Das Werk Von schwerer Hand stammt aus der Serie Gewicht haben. Diese ist der umfangreichen Werkgruppe Abwägen zugeordnet. Die Künstlerin hat neben der Kunst auch Biologie studiert und beschäftigt sich in ihrer künstlerischen Arbeit mit körperlichen Aspekten der Schwere. Diese überträgt sie auch metaphorisch in sprachliche Begriffe wie verhobene Kraftanstrengung / gebeugter Rücken / aufrechter Gang / schweren Herzens / … fiel hin / viel schwer ... etc.
Das Objekt verdeutlicht eine Schwere, die wir landläufig als Schwerkraft bezeichnen, und mit der wir immer auf Erden konfrontiert sind. Physikalisch betrachtet handelt es sich um Materie aus Teilchen, die Masse besitzen, zum Unterschied z.B. zu Licht. Alle diese Formationen mit Masse unterliegen der Gravitation, so auch der menschliche Körper und seine Zellen. Nur Astronauten fernab im Weltraum sind von dieser Schwere befreit. Von schwerer Hand stellt diesen Aspekt, den man aus Gewohnheit als Selbstverständlichkeit erlebt, imposant in den Raum.“
Text von Elisa Asenbaum, 2023, G.A.S-station, Berlin
Bildinfo
Von schwerer Hand (Details)
2022 | Objekt
27 Gewichtsstücke, Eisendraht
7 x 50 x 35 cm
rostfreies Streben / eingerostete Beweglichkeit / fiel hin / fiel schwer / while listening to heavy metal / das ist schwere Kost
In dieser Werkgruppe beschäftige ich mich mit Leichtigkeit und Masse, mit Freiheit und Last, mit dem einfachen und dem umständlichen Weg, mit Schwermut und Glückseligkeit, mit ethischen Entscheidungsfindungen und persönlicher Entscheidungsfreiheit, mit moralischen und weltreligiösen bzw. mythologischen Wertvorstellungen, mit Totengerichten und Jenseitsvorstellungen.
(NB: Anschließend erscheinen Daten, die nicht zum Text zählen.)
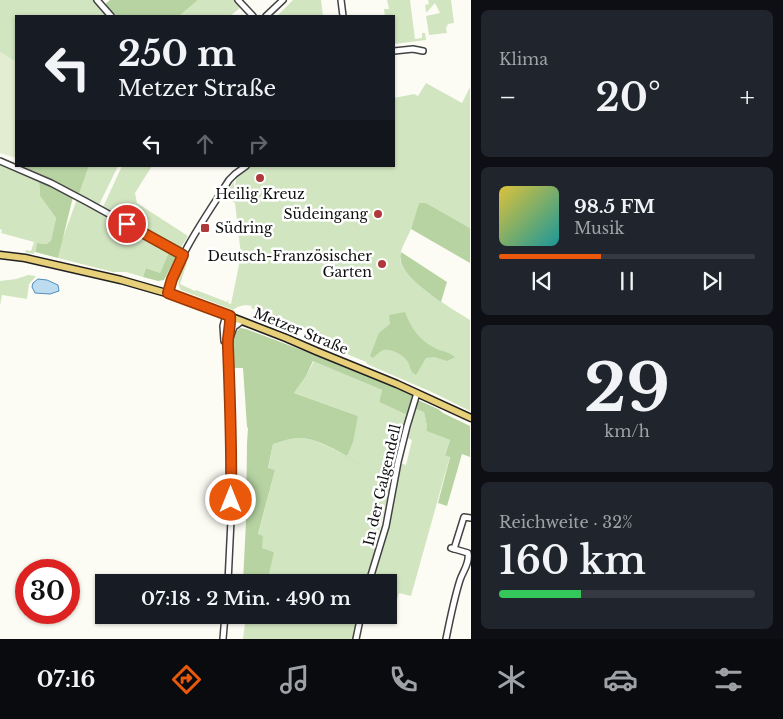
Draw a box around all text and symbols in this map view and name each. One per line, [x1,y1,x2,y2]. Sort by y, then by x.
text: 250 m [118,32,236,75]
icon: left [35,35,100,100]
text: Klima [499,49,548,69]
text: 20° [595,74,661,121]
text: Metzer Straße [118,75,276,102]
text: − [499,80,517,115]
text: + [740,80,755,115]
icon: left [138,130,166,158]
icon: ahead [191,130,219,158]
icon: right [244,130,272,158]
marker: Heilig Kreuz [254,172,266,184]
place label: Heilig Kreuz [215,185,305,203]
text: 98.5 FM [574,195,655,218]
pin [106,203,148,245]
place label: Südeingang [284,205,369,223]
marker: Südeingang [372,208,384,220]
icon: arrive [113,210,141,238]
text: Musik [574,218,624,238]
place label: Südring [215,219,273,237]
marker: Südring [199,222,211,234]
place label: Deutsch-Französischer Garten [208,247,372,281]
marker: Deutsch-Französischer Garten [376,258,388,270]
icon: previous [528,267,556,295]
icon: pause [613,267,641,295]
icon: next [698,267,726,295]
street label: Metzer Straße [251,304,351,358]
text: 29 [584,348,670,429]
text: km/h [604,421,650,441]
street label: In der Galgendell [359,422,405,548]
position arrow [204,473,256,525]
text: Reichweite · 32% [499,512,633,532]
text: 160 km [499,537,646,584]
speed limit sign: 30 [15,559,80,624]
text: 07:18 · 2 Min. · 490 m [141,587,351,610]
icon: directions [169,662,204,697]
icon: music [277,662,312,697]
icon: phone [386,662,421,697]
icon: climate [494,662,529,697]
icon: car [603,662,638,697]
icon: filters [711,662,746,697]
text: 07:16 [37,666,95,693]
Die metaphorische Kraft von leicht und schwer, Gewicht und Waage fand Eingang in unsere Sprachen und unsere Mythologien bzw. Religionen: Wir sind schwermütig oder leichtfüßig, etwas fällt uns leicht oder schwer, manches erscheint leicht oder belastet uns, wird lästig, leichterhand gelingt uns gelegentlich Großes, manches Mal zeigt sich, dass wir leichtsinnig oder Schwerenöter:innen sind, sogar unsere Cola kann light sein oder das Grün eines Kleides. Leicht lässt sich etwas sagen und schwer umsetzen. War das sein schwerstes Vergehen? Viel-Leicht gibt uns das zu denken.
Die altägyptische Religion kennt ein Totengericht, bei dem die Feder der Göttin Maat gegen das Herz des/der Verstorbenen aufgewogen wird. Aequitas bzw. Justitias Attribut ist die Waage.
Als direktes oder indirektes künstlerisches Medium dienen mir in dieser Werkgruppe tatsächliche technische Messinstrumente – wie Waagen – und Eichgewichte, welche teilweise mit anthropomorphen, anatomischen Modellen bzw. menschlichen Versatzstücken – u. a. aus den Bereichen der Medizin und der Biologie kombiniert werden.